Workers actually like the food

Spend all day preparing the same basic menu items for hours on end or handing them over to hungry customers one after another, and you may soon find yourself sick of even the sight of the food you've been handling. In fast food, you may even find yourself less enchanted by your former favorite to-go bites once you see how they're made. At Qdoba, though, it appears that both current and former staff still appreciate the food even after employment at the restaurant, and we find that truly impressive.
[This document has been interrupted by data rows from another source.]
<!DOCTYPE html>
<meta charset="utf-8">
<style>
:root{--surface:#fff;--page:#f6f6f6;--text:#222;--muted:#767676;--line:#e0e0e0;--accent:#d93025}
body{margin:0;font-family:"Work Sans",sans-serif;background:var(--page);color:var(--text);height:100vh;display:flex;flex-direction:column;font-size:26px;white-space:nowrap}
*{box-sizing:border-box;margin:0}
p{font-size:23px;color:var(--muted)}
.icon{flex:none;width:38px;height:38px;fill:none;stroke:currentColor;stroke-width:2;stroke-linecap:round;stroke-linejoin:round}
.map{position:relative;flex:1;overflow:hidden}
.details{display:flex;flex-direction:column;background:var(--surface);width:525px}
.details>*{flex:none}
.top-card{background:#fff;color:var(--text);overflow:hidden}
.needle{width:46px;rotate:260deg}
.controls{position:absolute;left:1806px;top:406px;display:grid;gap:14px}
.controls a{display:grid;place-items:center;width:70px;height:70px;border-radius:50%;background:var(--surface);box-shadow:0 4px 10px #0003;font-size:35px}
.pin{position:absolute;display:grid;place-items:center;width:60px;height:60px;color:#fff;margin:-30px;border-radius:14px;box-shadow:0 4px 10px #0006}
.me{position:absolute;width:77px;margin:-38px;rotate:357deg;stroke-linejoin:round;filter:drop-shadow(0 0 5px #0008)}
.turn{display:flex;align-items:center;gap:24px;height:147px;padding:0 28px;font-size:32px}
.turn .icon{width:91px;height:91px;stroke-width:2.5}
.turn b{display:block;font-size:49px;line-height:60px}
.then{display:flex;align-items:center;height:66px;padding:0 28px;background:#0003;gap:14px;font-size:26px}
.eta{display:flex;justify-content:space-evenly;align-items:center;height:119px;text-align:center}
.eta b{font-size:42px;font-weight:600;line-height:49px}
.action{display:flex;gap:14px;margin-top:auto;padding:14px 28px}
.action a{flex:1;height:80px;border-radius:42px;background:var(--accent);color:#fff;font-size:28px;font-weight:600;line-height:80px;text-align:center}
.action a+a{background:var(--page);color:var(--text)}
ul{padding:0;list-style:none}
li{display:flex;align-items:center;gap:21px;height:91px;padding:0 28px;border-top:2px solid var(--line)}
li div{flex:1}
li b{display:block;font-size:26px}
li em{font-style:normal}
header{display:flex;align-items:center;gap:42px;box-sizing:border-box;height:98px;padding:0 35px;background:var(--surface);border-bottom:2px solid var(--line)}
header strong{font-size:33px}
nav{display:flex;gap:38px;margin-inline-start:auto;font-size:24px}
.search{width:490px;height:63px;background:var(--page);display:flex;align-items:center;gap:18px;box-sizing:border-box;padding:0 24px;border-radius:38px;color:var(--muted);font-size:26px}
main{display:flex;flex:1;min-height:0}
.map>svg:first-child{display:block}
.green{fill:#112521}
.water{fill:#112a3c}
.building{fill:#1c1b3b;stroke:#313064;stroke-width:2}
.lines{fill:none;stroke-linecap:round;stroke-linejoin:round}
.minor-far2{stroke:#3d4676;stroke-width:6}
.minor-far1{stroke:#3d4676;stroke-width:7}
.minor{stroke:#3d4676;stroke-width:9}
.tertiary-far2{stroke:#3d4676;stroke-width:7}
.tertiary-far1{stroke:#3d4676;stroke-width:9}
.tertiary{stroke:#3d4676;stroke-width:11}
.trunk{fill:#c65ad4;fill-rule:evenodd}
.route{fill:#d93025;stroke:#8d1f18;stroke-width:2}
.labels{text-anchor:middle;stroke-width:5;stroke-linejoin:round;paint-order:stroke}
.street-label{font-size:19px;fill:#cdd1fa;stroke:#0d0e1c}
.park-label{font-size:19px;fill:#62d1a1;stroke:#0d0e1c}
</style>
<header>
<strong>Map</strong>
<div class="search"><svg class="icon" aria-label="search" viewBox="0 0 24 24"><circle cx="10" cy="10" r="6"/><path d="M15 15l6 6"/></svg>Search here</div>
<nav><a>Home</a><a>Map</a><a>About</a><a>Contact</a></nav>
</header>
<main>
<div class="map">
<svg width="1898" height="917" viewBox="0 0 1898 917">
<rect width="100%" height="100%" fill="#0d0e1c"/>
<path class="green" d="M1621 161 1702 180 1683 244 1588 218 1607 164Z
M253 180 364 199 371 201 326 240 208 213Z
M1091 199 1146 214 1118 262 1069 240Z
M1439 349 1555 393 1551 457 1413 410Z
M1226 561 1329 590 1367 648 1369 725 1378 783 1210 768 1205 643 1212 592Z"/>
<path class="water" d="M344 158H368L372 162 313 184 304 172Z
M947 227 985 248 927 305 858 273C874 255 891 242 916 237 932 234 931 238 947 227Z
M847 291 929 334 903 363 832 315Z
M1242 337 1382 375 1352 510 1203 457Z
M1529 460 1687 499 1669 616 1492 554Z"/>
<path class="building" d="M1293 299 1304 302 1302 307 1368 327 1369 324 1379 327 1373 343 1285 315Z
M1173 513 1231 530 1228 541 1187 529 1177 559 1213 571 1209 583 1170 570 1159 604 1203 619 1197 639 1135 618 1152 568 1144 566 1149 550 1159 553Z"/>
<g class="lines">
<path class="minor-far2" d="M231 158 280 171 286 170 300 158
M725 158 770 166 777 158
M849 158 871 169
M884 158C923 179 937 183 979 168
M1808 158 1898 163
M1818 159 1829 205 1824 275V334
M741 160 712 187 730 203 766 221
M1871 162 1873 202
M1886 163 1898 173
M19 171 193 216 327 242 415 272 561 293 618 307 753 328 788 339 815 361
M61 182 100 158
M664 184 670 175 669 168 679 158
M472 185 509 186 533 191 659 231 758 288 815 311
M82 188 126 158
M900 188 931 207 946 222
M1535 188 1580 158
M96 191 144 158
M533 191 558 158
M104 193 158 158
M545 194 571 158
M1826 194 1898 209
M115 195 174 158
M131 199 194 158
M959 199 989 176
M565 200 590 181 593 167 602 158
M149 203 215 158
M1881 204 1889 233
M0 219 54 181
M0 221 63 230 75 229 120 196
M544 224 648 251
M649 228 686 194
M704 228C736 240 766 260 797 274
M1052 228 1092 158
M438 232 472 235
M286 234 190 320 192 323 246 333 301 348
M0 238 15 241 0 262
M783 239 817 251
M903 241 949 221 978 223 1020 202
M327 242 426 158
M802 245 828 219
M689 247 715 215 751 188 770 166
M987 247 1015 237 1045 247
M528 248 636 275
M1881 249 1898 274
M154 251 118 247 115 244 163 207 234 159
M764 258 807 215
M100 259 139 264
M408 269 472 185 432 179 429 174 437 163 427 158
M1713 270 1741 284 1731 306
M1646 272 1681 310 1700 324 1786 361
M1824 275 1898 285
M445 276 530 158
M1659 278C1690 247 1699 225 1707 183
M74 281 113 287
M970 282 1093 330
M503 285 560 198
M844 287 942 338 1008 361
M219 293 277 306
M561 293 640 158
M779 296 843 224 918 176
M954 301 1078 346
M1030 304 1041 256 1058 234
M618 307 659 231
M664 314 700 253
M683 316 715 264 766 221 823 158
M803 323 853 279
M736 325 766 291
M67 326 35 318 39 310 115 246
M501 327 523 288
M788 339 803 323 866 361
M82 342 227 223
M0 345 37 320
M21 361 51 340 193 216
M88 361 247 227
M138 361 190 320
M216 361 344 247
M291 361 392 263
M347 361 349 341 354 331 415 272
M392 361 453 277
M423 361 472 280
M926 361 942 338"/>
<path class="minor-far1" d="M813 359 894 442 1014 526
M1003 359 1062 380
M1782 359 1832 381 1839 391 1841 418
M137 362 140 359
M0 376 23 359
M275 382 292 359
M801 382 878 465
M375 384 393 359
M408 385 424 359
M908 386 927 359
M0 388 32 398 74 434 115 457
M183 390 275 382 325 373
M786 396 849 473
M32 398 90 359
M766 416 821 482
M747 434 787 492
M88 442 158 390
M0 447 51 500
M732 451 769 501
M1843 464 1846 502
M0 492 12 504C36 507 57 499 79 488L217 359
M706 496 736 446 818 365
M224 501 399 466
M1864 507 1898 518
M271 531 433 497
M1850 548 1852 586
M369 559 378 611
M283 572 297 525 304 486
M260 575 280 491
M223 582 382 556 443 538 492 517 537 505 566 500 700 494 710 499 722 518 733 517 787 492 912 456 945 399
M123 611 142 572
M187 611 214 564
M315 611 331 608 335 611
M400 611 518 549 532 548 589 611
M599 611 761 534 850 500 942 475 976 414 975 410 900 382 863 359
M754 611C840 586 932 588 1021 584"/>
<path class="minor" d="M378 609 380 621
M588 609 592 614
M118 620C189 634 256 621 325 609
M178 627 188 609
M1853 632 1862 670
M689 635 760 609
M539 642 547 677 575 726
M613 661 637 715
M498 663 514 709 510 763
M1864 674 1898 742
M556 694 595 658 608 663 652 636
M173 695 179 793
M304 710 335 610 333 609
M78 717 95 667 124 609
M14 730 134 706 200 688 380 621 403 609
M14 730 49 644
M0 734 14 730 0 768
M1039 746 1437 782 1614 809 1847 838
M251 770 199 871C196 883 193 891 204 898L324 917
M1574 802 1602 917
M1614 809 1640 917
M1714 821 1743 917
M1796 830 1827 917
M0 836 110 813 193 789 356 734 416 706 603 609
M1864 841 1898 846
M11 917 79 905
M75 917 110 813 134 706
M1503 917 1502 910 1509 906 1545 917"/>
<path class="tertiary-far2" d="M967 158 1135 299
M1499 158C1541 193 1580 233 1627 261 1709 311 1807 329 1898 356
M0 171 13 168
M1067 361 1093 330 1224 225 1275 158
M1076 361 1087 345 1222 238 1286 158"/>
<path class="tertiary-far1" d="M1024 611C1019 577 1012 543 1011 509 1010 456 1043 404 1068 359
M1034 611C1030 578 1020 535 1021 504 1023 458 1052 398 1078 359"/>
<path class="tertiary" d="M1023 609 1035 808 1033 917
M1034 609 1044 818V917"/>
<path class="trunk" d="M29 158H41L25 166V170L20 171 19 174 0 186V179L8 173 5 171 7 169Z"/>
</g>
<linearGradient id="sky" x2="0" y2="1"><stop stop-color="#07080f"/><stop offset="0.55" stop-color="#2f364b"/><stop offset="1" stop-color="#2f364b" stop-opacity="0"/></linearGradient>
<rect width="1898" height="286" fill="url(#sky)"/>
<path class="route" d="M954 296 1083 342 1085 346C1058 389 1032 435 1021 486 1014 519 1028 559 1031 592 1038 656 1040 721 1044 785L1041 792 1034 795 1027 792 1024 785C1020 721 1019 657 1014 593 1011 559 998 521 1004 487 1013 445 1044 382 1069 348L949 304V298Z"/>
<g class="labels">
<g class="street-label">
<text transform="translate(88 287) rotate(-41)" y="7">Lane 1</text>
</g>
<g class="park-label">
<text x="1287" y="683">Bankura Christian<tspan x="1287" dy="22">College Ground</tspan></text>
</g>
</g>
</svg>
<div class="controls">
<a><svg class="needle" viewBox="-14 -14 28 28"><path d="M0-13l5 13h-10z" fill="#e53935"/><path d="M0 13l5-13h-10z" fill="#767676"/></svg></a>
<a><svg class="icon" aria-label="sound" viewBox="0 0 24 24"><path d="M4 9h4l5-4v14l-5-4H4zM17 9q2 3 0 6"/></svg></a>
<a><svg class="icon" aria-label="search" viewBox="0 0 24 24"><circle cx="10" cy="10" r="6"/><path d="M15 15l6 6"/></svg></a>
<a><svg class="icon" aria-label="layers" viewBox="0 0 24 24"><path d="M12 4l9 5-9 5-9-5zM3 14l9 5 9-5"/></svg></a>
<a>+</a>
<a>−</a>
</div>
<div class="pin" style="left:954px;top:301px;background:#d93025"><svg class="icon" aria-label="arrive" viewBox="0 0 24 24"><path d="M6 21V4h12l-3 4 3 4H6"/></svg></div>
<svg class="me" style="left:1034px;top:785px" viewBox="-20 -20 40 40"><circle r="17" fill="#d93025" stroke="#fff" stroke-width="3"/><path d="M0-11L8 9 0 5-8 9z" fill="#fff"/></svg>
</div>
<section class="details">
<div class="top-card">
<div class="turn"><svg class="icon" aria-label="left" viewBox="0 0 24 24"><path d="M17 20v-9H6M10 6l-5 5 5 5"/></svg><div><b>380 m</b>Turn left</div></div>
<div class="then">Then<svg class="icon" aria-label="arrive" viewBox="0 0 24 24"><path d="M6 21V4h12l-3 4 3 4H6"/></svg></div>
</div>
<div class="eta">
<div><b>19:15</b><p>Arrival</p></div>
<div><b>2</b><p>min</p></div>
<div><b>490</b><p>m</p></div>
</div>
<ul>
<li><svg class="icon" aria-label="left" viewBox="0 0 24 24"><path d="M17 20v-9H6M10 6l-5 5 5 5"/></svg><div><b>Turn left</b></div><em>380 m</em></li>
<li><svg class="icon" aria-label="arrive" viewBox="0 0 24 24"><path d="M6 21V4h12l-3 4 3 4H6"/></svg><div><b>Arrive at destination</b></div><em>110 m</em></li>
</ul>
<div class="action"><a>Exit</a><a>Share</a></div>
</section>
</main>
One employee claimed to Niche that Qdoba is better than other fast food Mexican restaurants because the company pays more attention to freshness and quality than the competition. Another employee on Niche elaborated that the food isn't just fresh, but the environment is kept clean to ensure quality is always delivered to customers, and perhaps that's why a third Niche reviewer admitted that Qdoba food is the only food they'd continue to eat after seeing how it's actually made. 

Finally, Qdoba employees don't just like the food they serve; some are downright proud of it, including a former employee from La Crosse, Wisconsin, who had nothing else good to say about the restaurant but couldn't deny the quality of the food.

The company cares about food safety

You might suppose that if employees are proud of the food at Qdoba, it should go without saying that food safety is a top priority there, but people are not necessarily logical beings, and it's completely possible that they would still love a snack of questionable origin (remember chicken nuggets?). There's good news for Qdoba fans, though: Food safety does appear to be taken quite seriously at this Mexican chain (via Indeed). 

A former prep cook in Town and Country, Missouri, said Qdoba management had great respect for both store cleanliness and food safety, and another employee from Man, West Virginia, agreed that there was solid training in sanitation. But food safety goes beyond mere sparkling counters and clean dishes, and other employees, like one former worker from Fishers, Indiana, who left an average, 3-star review of Qdoba on Indeed, did agree that management was enthusiastic about training staff on food safety, specifically. 

Finally, while customers will certainly appreciate hearing that Qdoba takes food safety seriously, it appears to have been a little over the top for some employees, like the former cashier from Denver, Colorado, who complained that the restaurant was too picky about food safety. While that may have been annoying from an employee perspective, we're certainly not sorry to hear it. Food safety for the win.

The employees are on their feet all day

Restaurant work of any kind is often physically exhausting, leaving most employees either standing in a small area (hello, cooks and dishwashers) or hurrying around the entire facility nonstop (servers) all day. While fast food restaurants don't typically have servers speeding about the dining rooms, there's certainly no less standing involved, so it's worth taking a deeper dive into this one.

A Qdoba trainer and server in Fresh Meadows, New York, confirmed that the restaurant is always busy, so employees are always on the move, leaving little time for having a drink, let alone a rest. A former assistant manager from Riverview, Florida, agreed that employees are constantly moving to accomplish the never-ending list of things that need to be done. 

From a food prep perspective, a former manager in La Crosse, Wisconsin, explained that every item is handmade from fresh ingredients, leaving employees standing for hours while manually preparing these quality bites. 

More generally, a former line server in Clarkston, Mississippi, said the job was good overall but did require being on your feet for the entire shift, and a former employee from Sparks, Nevada, who worked many positions at Qdoba, agreed that the most challenging part of working here was standing all day. If you're considering a job at Qdoba, it sounds like the best piece of advice you can take away from employee reviews is to snag a comfy pair of shoes before starting.